Filter the listing below for "canvas" and report every line that has it.
***** SOURCE MATERIAL *****
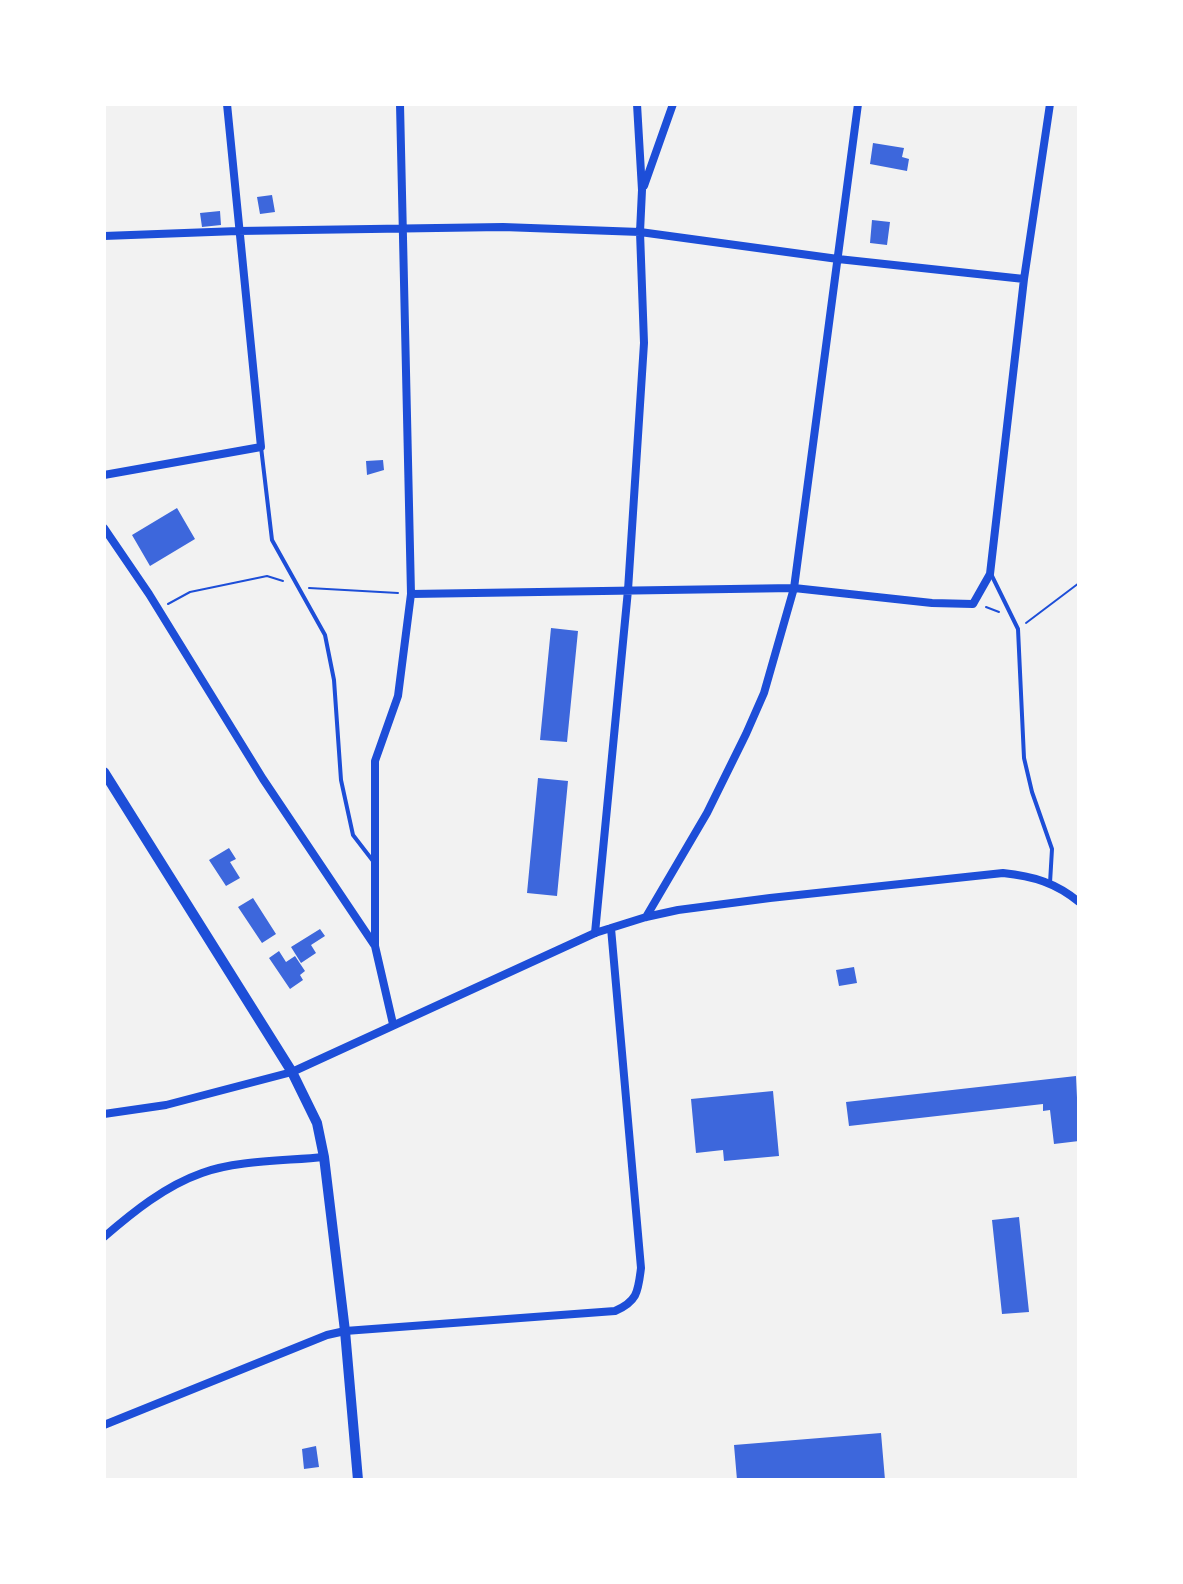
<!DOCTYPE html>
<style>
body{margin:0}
#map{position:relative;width:1183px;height:1584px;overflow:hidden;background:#f2f2f2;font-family:Inter,sans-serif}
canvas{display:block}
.frame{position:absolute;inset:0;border:106px solid #fff;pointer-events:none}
</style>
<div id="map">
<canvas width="1183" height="1584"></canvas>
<div class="frame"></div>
</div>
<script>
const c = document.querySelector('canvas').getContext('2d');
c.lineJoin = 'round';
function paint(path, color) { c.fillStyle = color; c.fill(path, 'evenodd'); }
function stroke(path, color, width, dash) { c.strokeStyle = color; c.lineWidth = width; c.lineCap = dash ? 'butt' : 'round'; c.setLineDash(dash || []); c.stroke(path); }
paint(new Path2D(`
 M 873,143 L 904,148 L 902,157 L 909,159 L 907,171 L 870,164 Z
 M 272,195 L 275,212 L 260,214 L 257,197 Z
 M 220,211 L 221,225 L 202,227 L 200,213 Z
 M 872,220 L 890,222 L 887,245 L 870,243 Z
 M 383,460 L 384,470 L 367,475 L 366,461 Z
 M 177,508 L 195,539 L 150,566 L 132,535 Z
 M 551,628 L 578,631 L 567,742 L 540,740 Z
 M 538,778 L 568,781 L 557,896 L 527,893 Z
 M 229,848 L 236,859 L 230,862 L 240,878 L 226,886 L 209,860 Z
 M 253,898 L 276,934 L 262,943 L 238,907 Z
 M 320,929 L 325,936 L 311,945 L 316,953 L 301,963 L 291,947 Z
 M 279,951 L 286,962 L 295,956 L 305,971 L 300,975 L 303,980 L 290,989 L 269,958 Z
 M 854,967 L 857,983 L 839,986 L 836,970 Z
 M 1076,1076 L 1079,1141 L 1054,1144 L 1050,1110 L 1043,1111 L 1043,1104 L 849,1126 L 846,1102 Z
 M 773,1091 L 779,1156 L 724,1161 L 723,1150 L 696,1153 L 691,1099 Z
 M 1019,1217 L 1029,1312 L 1002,1314 L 992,1220 Z
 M 881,1433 L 885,1480 L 737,1480 L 734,1445 Z
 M 316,1446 L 319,1467 L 304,1469 L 302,1449 Z`), '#3d67dc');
stroke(new Path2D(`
 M 309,588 L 398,593
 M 168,604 L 190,592 L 267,576 L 283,581
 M 986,607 L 999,612
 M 1026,623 L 1079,583`), '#1d4ed8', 2);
stroke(new Path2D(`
 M 261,447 L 272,540 L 325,635 L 334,680 L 341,780 L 353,835 L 373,861
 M 992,576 L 1018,629 L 1024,758 L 1032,792 L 1052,849 L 1050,883`), '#1d4ed8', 4);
stroke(new Path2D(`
 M 644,186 L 673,104
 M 104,236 L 238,231 L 503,227 L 640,232 L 838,259 L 1024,279
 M 104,475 L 261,447 L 227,104
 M 104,528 L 149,594 L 263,779 L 375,946 L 393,1024
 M 411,594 L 794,588 L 932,603 L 973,604 L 990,574 L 1024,279 L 1050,104
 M 646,917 L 707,813 L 746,734 L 764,693 L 794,588 L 858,104
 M 595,933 L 628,590 L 644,343 L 640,232 L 642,190 L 637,104
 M 375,946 L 375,761 L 398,696 L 411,594 L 400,104
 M 104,1114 L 166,1105 L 292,1072 L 595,933 L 646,917 L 678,910 L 770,898 L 1003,873 C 1033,876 1056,883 1079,902
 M 104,1237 C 133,1212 165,1186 202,1173 C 237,1160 287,1161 324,1157
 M 104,1425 L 327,1335 L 345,1331 L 615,1311 C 638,1301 638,1291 641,1268 L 611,928`), '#1d4ed8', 8);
stroke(new Path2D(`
 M 104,772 L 292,1072 L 317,1123 L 324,1157 L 345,1331 L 358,1480`), '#1d4ed8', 10);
</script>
*****
SOLVED PROBLEM ::
canvas{display:block}
<canvas width="1183" height="1584"></canvas>
const c = document.querySelector('canvas').getContext('2d');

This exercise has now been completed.